[Collected data entries]
'''
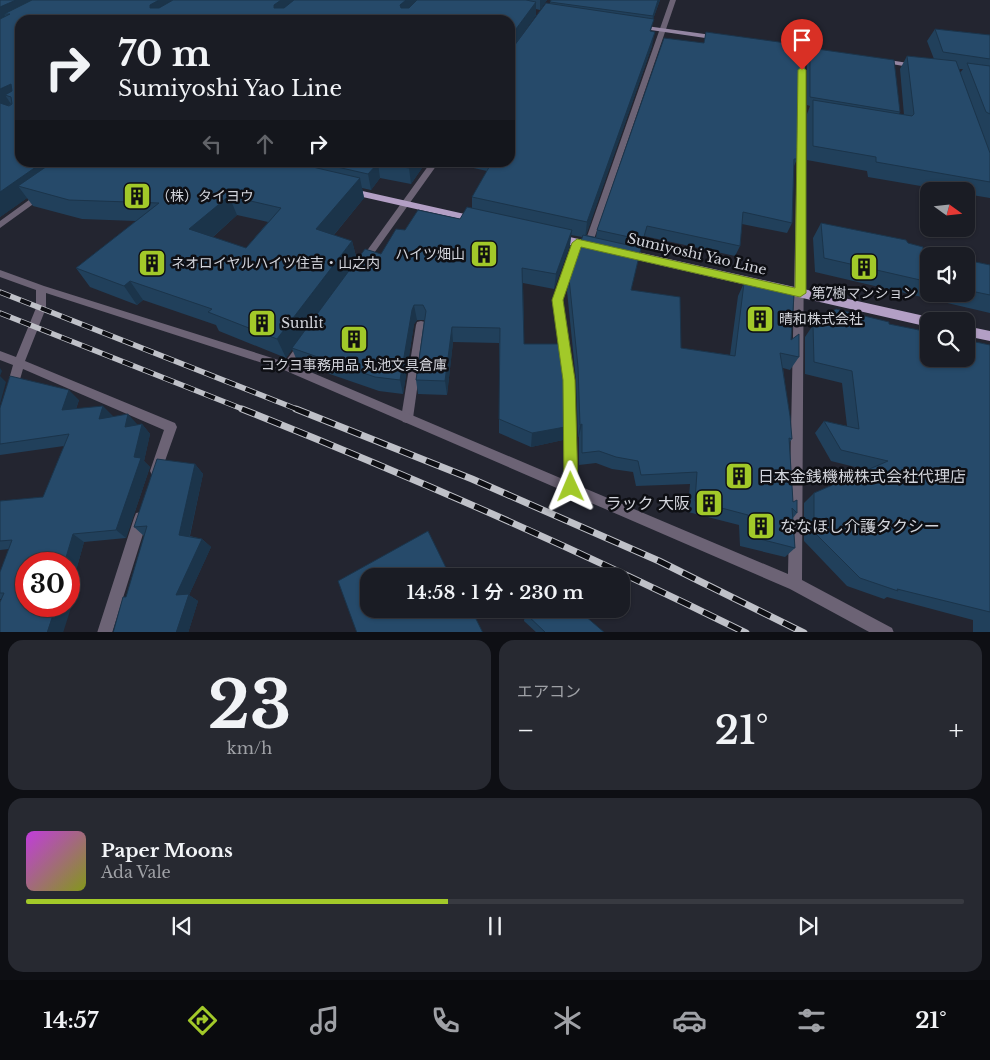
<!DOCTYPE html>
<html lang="ja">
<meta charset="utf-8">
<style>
:root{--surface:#1a1c24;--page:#272931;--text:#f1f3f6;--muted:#9fa1a6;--line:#383a41;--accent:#a2c929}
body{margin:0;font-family:"Libre Baskerville","Noto Sans JP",serif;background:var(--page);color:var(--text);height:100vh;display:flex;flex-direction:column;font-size:19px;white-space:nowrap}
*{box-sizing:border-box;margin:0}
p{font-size:16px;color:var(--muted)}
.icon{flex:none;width:28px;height:28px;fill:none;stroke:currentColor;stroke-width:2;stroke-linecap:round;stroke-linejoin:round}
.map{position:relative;height:632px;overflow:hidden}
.drawer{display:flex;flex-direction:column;gap:8px;padding:8px;background:#0e0f14;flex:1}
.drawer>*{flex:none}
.guide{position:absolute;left:15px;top:15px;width:500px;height:152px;border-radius:15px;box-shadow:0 1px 4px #0004,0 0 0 1px var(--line);background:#1a1c24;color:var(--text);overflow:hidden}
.needle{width:32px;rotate:105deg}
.controls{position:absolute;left:920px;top:182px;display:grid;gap:10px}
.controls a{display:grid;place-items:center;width:55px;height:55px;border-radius:10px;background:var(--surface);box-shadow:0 1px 4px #0004,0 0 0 1px var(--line);font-size:25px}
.speed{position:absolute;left:15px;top:552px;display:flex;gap:10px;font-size:25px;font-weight:700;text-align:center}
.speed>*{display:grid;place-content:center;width:65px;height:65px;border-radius:50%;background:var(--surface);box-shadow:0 1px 4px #0004,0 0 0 1px var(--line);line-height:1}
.speed .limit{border:8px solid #d22;background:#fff;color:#111}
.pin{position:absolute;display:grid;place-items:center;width:42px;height:42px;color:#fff;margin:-51px -21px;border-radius:50% 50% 50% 0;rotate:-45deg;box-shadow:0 0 5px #0007}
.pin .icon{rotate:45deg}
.me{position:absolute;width:55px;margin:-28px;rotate:359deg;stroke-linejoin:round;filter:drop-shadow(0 0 4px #0008)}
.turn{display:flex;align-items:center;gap:18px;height:105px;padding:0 20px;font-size:22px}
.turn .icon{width:65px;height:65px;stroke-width:2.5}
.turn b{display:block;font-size:35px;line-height:42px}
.lanes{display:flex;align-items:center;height:48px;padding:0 20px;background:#0003;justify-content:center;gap:25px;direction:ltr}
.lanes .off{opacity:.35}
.big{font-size:38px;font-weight:600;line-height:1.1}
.drawer .tile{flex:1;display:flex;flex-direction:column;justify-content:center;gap:8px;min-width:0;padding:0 18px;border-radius:15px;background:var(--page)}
.drawer .dial{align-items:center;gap:0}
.dial b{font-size:65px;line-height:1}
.song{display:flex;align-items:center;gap:15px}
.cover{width:60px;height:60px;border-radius:8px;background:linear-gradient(135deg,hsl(290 70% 55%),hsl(70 70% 35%))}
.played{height:5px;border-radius:2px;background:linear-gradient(90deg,var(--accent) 45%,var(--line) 45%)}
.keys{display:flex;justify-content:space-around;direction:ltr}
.heat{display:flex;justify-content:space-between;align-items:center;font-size:28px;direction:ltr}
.drawer .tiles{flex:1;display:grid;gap:8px;grid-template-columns:1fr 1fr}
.tile:last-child{grid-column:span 2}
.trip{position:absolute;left:360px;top:568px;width:270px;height:50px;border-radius:15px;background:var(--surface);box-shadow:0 1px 4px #0004,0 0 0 1px var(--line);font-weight:600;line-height:50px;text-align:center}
.tab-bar{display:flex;height:80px;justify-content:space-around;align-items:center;background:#0a0b0e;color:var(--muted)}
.tab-bar .icon{width:35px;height:35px}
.tab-bar .active{color:var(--accent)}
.tab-bar b{font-size:22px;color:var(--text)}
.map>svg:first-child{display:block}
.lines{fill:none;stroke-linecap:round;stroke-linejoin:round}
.lane{fill:#6c6375;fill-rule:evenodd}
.street{fill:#6c6375;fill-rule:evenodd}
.secondary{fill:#9485a2;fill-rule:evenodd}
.primary{fill:#b39fc5;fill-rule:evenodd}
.rail-far1-casing{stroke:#bfc1c8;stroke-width:5.5}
.rail-casing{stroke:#bfc1c8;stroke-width:7}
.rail-far1{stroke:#0e0f14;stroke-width:4;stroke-dasharray:11;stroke-linecap:butt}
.rail{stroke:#0e0f14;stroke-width:5;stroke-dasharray:14;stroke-linecap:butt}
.wall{fill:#21405b;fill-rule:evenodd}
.shaded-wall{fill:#1b344a}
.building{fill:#264a6a;stroke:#1b344a;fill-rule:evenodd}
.route{fill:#a2c929;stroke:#69831b}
.labels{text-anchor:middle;stroke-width:5;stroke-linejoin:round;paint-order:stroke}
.poi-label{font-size:14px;fill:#d2d4db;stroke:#0e0f14;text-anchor:start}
.street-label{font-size:14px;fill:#d2d4db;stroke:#0e0f14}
.near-poi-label{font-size:16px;fill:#d2d4db;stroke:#0e0f14;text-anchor:start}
</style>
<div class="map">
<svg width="990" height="633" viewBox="0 0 990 633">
<rect width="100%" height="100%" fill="#232530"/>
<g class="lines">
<path class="lane" d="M421 321 425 322 426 325 413 418 411 422 407 423 403 422 401 418 416 325 417 322Z"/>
<path class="street" d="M670 0H676L592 245 588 248 585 247 584 245Z
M802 48 805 50 802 580 892 628 894 633H871L790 589 284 370 46 293V308L25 361 175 423 177 427 160 475 156 477 152 475 150 471 164 430 23 369 16 393 12 395 8 393 6 390 13 365 0 360V351L16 357 36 308V290L0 277V270L44 286 285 362 299 343H307L308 346 307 349 294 365 565 480 564 380 552 300 573 243 577 240 581 243 562 300 574 380 577 485 788 574 799 50Z
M431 162H439L367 263H361L359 261 361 259Z
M40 192 44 195 43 197 0 228V221Z
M141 512 146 513 148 518 112 633H97L134 518 136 513Z"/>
<path class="secondary" d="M639 25 719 36 722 38 719 40 637 28 636 27Z
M788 46 821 50 824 52 821 54 786 49 785 48Z
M882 59 915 64 918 66 915 68 880 62 879 61Z"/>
<path class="primary" d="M349 188 478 217 483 220 478 223 345 193 344 191Z
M556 234 597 243 603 247 597 251 552 241 550 238 552 235Z
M624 249 929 317 935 321H929V327L620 256 618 253Z
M966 326 990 331V341L966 336Z"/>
<g class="rail-far1-casing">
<path id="rail-far1" d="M0 292 299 410
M0 313 245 410"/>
</g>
<g class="rail-casing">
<path id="rail" d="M242 409C413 477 581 551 746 633
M296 409 472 479 659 561 804 633"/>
</g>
<use href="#rail-far1" class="rail-far1"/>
<use href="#rail" class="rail"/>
</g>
<path class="wall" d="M0 0H547L540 10 536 9V15L514 46 550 3V2L660 0 653 19 651 31 652 46 586 235 596 237 597 230 704 43 706 32 799 148 797 154V159L794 166 792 223 787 233 742 224 740 246 735 256 644 236 631 290 681 348 730 355 738 296 744 283 791 340 799 357 790 370 783 368 792 439 789 443 793 502 797 513 793 518 795 548 785 557 740 546 739 525 688 512 690 484 636 486 633 472 612 469 596 463 579 465V436L578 437 576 380 567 291 569 278 582 237 571 235 570 245 554 289 523 283 524 344 563 440 531 447 499 433V343L453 342 447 395 418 394 416 380 424 320H417L414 324 403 394 379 391 298 363 292 349 286 358 219 331 216 325 143 300 137 305 90 287 76 268 136 221 82 219 33 206 27 198 0 217ZM20 20H510V162H447L487 171 472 197V208L460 219 405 230 381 254 357 260 352 241 334 235 364 198 362 188 371 190 380 178 411 184 426 162H299L300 165 20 162ZM237 215 268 222 246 248 213 237Z
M935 29 990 35V198L966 194V191H950L868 177 867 171 807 160V114L810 106 807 105V55L810 48 900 112 899 114 904 115 900 69 907 56 934 59 927 41ZM959 69H963L960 73Z
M821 223 908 243 923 252 929 256V294H966V260L990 265V313L815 272 813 238Z
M889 324 990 345V633H973V620L887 597 884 599 847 586 804 541V503L814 493 867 470 831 461 815 433 824 421 847 426 842 383 805 374V337L813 325Z
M79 400 76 409 113 416 112 417 137 424V425L142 424 150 434 144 461 150 467 126 538 84 542 70 592 75 595 1 599H0V572L9 549 0 550V501L43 497 64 446 0 455V408Z
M195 464 203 474 190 536 202 539 211 547 189 595 198 601 188 633H113L126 597 144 536 134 527Z
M525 613 605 633H537L524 621Z"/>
<path class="shaded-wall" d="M16 0H53L10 14H4L8 21 0 25V7Z
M159 0H187L156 18 150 8V5Z
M281 0H303L278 18 274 8V5Z
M406 0H421L402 19 400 5Z
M540 0H547L540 10Z
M658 0H660L651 25 653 16Z
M536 2V15L510 51V37Z
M655 32 652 46 585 238 587 222Z
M11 84 20 99 5 95 11 104 3 108 0 103V89Z
M43 162H75L18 186 27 198 0 217V192Z
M413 162H426L411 184 409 168Z
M378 163 380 178 371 190 368 174Z
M360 178 364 198 322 249 316 229Z
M229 196 237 215 199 249 189 229Z
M572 230 570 245 554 289 556 274Z
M352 241 357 260 286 358 277 339Z
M130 281 143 300 137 305 124 286Z
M414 305 417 320 414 324 403 394 400 380 412 310Z
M452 327 453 342 447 395 445 381Z
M0 368 2 371 0 376Z
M0 376 6 382 0 404Z
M69 390 79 400 72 420 62 410Z
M103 406 113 416 108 428 99 419Z
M128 414 137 424 134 436 125 427Z
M142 424 150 434 144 461 150 467 126 538 116 530Z
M582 424 579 436 578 437 580 425Z
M565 427 563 440 531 447 532 433Z
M195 464 203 474 188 543 179 535Z
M73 534 84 542 70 592 75 595 63 633H47L56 606H69V564H64Z
M202 539 211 547 189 595 198 601 188 633H176V595Z"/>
<path class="building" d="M0 0H16L0 7Z
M32 0H159L150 5V8H159L173 0H281L274 5V8H284L294 0H406L400 5 401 8H409L417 0H526L536 2 510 37V20H20V162H43L0 192V103L9 106 12 104 11 97 5 95 12 91 11 84 0 89V19L10 14H4Z
M551 0H658L653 16 550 2Z
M546 3 654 19 650 31 655 32 587 222 472 197 492 162H510V47L514 46Z
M935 29 990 35V59L943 52Z
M706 32 801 45 799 148H797V159H794L792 223 743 212 740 246 647 226 643 240 597 230 664 38 704 43Z
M810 48 894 60 900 112 810 97Z
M907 56 956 61 990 153V182L876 162V157L813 146V100L912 116 914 114Z
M967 63 990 66V114L986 112Z
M53 162H291L360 178 316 229 352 241 277 339 208 312 212 309 130 281 124 286 76 268 159 203 69 200 18 186ZM229 196 281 208 246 248 189 229Z
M315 162H413L409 168 378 163 368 174Z
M467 207 572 230 556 274 522 268 524 344H561L564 366 565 427 532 433 499 419 500 328 452 327 445 381 416 380 426 311 423 305H414L412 310 400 380 375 377 292 348 365 249 381 254 396 229 405 230 418 210 460 219Z
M821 223 906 240 908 243 923 247V252L944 256H929V282L824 258Z
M583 235 641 248 631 290 680 297 681 348 735 356 744 283 794 295 791 340 799 334V357L780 353 790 416 792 439 789 438 793 502 797 500V513L792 508 795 548 748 536V515L695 501 697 472 641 475 638 461 616 457 599 451 582 453V424L580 425 578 367 569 278Z
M966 260 990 265V295L966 290Z
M836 309 889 322V324L929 332V359H966V340L990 345V612L897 589 898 591 860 578 814 532V493L888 461 841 450 824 421 859 429 852 371 814 362 813 325Z
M10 376 69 390 62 410 103 406 99 419 128 414 125 427 142 424 134 457 141 458 116 530 73 534 64 564H26V606H56L47 633H0V602L4 593H0V572L12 540 0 541V501L43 497 69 434 0 444V408Z
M157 459 195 464 179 535 202 539 176 595 189 594 176 633H113L123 597H126L147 526 134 527Z
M428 531 450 576H369V609H471L483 633H357L338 581Z
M528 609H577L605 633H546L525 613Z"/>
<path class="route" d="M802 67 806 70V293L800 297 581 247 563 300 575 380 578 487 576 492 571 494 566 492 564 487 563 380 552 300 572 243 577 239 795 288 798 70Z"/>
<defs>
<g id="building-square" transform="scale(1.4375)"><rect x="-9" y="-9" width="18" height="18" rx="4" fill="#a2c929" stroke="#0e0f14"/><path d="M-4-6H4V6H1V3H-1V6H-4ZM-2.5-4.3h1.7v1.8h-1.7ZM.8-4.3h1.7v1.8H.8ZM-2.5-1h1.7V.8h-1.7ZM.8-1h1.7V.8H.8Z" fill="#111"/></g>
</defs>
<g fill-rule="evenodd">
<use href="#building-square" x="137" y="196"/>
<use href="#building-square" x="484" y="254"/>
<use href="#building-square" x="152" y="263"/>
<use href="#building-square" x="864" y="267"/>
<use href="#building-square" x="760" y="319"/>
<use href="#building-square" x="262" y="323"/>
<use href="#building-square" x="354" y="339"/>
<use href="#building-square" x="739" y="476"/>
<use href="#building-square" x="709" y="503"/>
<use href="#building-square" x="761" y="526"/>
</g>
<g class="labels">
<g class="poi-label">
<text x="156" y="201">（株）タイヨウ</text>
<text x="465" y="259" text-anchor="end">ハイツ畑山</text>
<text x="171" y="268">ネオロイヤルハイツ住吉・山之内</text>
<text x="864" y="298" text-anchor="middle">第7樹マンション</text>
<text x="779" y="324">晴和株式会社</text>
<text x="281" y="328">Sunlit</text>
<text x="354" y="370" text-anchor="middle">コクヨ事務用品 丸池文具倉庫</text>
</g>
<g class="street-label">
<text transform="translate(697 254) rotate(13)" y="5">Sumiyoshi Yao Line</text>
</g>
<g class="near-poi-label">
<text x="758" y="482">日本金銭機械株式会社代理店</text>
<text x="690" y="509" text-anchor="end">ラック 大阪</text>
<text x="780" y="532">ななほし介護タクシー</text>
</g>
</g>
</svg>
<div class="controls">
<a><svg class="needle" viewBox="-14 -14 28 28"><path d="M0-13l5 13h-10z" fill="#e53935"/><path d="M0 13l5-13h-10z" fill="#9fa1a6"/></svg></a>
<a><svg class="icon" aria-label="sound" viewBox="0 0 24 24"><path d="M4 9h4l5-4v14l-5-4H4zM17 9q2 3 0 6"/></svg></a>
<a><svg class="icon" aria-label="search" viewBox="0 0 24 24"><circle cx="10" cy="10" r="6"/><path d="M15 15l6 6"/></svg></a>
</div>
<div class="speed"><div class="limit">30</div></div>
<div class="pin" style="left:802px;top:70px;background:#d93025"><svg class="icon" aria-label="arrive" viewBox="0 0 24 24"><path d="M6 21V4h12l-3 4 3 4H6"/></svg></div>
<svg class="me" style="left:571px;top:487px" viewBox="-20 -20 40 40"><path d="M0-17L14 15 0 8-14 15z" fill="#a2c929" stroke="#fff" stroke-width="4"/></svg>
<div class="trip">14:58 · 1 分 · 230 m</div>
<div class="guide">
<div class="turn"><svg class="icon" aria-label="right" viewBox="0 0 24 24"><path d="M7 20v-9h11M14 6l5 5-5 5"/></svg><div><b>70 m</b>Sumiyoshi Yao Line</div></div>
<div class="lanes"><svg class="icon off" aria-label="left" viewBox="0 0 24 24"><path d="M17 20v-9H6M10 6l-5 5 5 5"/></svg><svg class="icon off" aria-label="ahead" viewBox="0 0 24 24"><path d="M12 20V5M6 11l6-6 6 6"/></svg><svg class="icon" aria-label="right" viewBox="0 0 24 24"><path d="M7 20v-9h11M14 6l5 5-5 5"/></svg></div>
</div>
</div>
<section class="drawer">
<div class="tiles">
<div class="tile dial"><b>23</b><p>km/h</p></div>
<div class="tile"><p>エアコン</p>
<div class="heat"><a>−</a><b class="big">21°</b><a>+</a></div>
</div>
<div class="tile">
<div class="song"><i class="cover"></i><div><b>Paper Moons</b><p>Ada Vale</p></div></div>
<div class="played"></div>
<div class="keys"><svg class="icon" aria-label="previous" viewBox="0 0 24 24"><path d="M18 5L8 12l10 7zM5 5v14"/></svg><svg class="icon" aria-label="pause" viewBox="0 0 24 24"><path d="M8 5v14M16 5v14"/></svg><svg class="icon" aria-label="next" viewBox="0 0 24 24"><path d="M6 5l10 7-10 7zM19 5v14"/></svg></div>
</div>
</div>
</section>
<nav class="tab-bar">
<b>14:57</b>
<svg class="icon active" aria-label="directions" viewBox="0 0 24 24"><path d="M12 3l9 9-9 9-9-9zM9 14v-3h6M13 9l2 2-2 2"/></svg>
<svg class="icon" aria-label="music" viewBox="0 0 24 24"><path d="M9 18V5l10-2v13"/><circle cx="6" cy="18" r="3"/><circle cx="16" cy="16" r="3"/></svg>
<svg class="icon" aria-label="phone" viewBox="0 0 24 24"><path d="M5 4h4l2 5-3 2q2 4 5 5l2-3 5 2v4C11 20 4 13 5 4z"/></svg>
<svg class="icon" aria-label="climate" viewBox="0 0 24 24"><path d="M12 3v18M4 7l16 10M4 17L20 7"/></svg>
<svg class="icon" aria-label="car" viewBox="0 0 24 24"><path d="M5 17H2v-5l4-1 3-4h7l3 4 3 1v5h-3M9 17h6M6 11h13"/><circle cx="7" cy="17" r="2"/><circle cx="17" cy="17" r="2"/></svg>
<svg class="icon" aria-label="filters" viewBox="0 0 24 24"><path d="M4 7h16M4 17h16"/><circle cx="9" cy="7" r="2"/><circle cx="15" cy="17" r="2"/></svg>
<b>21°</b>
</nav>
'''
◆ WHAT THE TASK ASKS: Please go through the data above and copy each line that has the word "tiles".

◆ RESPONSE TO THE TASK:
.drawer .tiles{flex:1;display:grid;gap:8px;grid-template-columns:1fr 1fr}
<div class="tiles">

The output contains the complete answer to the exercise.